* [Stored entries]

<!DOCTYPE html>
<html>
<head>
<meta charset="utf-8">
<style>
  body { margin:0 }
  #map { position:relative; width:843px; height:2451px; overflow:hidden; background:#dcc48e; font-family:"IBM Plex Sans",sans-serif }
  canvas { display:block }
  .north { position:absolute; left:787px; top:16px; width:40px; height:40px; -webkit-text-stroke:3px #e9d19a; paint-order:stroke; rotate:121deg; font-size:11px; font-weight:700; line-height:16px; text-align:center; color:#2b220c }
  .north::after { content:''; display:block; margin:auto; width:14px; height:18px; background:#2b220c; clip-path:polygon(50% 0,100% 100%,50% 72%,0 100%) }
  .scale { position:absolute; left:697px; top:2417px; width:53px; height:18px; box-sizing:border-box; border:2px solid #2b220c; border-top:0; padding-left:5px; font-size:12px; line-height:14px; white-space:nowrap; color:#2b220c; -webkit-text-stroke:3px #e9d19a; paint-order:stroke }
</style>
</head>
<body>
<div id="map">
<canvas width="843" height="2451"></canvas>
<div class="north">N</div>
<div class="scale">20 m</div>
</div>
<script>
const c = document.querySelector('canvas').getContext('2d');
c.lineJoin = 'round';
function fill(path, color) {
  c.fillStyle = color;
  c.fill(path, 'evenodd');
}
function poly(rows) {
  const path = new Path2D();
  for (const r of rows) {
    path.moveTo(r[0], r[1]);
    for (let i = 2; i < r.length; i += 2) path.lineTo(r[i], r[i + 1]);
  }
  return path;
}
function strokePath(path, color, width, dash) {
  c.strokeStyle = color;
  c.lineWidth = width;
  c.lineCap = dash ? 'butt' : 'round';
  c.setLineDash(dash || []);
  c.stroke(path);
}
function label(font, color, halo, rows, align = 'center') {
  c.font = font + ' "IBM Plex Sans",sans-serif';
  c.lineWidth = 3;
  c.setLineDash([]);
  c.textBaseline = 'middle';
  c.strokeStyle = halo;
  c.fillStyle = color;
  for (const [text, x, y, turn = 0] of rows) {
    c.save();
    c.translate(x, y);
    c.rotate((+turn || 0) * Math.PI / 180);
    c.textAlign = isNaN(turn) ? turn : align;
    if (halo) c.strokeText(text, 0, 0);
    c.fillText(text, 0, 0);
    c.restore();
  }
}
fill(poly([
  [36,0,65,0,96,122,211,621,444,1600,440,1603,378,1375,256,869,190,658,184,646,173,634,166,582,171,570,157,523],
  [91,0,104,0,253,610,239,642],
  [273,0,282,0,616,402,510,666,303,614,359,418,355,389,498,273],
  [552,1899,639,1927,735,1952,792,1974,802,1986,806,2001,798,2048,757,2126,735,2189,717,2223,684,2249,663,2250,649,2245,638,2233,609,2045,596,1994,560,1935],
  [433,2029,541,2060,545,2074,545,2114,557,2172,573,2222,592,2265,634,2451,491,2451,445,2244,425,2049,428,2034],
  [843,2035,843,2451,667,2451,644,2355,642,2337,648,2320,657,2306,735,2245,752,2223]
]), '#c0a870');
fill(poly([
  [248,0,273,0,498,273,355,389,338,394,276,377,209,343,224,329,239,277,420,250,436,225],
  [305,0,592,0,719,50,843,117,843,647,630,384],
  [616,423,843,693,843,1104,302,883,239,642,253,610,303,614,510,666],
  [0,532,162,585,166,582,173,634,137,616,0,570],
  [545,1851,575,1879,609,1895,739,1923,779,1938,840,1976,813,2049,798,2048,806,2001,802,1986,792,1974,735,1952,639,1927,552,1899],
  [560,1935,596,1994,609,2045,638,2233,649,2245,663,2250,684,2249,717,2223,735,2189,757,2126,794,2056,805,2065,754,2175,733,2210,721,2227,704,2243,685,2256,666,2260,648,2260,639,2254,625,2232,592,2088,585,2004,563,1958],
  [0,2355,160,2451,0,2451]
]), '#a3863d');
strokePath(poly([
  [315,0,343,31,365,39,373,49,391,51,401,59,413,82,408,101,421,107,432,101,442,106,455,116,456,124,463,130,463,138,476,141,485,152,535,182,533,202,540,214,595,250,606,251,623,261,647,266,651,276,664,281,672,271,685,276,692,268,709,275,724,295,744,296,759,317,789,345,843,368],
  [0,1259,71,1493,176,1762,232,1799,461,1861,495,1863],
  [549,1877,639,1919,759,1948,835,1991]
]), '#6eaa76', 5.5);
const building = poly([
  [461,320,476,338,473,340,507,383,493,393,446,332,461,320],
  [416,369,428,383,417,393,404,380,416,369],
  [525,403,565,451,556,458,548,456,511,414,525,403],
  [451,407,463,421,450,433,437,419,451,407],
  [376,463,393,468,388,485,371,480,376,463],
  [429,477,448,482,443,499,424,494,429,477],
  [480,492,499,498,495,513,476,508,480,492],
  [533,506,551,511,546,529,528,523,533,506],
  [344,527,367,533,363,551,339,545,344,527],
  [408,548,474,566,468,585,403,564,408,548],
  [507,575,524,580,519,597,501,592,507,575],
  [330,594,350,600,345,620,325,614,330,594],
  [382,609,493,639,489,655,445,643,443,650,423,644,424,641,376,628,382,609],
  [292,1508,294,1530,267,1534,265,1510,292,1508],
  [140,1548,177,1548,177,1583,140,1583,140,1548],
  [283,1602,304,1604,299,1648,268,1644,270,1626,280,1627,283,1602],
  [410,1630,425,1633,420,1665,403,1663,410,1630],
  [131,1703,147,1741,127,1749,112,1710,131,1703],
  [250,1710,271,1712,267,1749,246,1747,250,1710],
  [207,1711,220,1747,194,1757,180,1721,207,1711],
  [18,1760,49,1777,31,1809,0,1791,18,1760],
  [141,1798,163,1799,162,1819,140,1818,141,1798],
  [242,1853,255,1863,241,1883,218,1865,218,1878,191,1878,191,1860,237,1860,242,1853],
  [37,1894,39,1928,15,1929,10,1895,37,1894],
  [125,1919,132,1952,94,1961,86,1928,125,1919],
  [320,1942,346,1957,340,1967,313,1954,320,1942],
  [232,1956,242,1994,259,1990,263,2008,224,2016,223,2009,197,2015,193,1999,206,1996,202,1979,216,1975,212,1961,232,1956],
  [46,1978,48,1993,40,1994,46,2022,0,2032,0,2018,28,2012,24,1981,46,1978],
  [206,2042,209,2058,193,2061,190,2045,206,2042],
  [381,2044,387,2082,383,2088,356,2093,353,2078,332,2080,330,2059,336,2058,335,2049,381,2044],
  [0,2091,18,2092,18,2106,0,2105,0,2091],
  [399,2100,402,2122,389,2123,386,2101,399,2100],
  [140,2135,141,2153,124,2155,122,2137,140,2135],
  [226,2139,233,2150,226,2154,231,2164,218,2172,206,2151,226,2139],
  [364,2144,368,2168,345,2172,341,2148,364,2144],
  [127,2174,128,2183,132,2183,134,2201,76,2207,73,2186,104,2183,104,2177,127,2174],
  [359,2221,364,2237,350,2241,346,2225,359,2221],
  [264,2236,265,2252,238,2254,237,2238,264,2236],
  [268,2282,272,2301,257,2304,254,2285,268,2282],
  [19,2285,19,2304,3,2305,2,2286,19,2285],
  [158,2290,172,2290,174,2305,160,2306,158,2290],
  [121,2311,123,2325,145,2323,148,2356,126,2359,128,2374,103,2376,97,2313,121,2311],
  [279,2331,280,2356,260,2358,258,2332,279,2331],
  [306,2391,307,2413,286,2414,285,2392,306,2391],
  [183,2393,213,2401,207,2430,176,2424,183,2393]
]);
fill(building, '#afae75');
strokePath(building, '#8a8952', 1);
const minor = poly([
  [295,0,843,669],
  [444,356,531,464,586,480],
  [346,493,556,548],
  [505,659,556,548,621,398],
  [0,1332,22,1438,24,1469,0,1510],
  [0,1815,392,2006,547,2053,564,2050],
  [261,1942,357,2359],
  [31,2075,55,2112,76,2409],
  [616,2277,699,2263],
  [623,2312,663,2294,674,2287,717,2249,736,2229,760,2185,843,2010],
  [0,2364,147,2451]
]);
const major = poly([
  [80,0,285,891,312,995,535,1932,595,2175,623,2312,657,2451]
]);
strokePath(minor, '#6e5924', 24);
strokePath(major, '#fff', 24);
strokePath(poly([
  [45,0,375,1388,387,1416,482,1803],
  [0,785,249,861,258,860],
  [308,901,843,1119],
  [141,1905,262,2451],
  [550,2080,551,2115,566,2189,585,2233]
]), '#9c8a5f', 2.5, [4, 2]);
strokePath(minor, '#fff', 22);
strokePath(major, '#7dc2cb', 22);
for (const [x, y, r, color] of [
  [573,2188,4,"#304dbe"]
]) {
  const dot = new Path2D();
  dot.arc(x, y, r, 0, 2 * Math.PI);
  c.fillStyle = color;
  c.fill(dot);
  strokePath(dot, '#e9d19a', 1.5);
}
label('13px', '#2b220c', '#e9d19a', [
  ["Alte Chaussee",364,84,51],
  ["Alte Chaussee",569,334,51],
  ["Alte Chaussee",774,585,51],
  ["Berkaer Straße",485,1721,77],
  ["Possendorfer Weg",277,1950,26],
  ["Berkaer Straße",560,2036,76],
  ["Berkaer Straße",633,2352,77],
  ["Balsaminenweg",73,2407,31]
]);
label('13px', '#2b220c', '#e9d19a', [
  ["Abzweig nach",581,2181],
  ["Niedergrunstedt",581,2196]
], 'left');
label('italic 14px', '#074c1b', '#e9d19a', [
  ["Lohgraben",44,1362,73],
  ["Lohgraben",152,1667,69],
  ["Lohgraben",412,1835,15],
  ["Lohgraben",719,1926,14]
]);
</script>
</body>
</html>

* [EXERCISE DETAILS]
Give only a number: how many lines of the data hold the string "Plex"?

* [REPLY TO THE EXERCISE]
2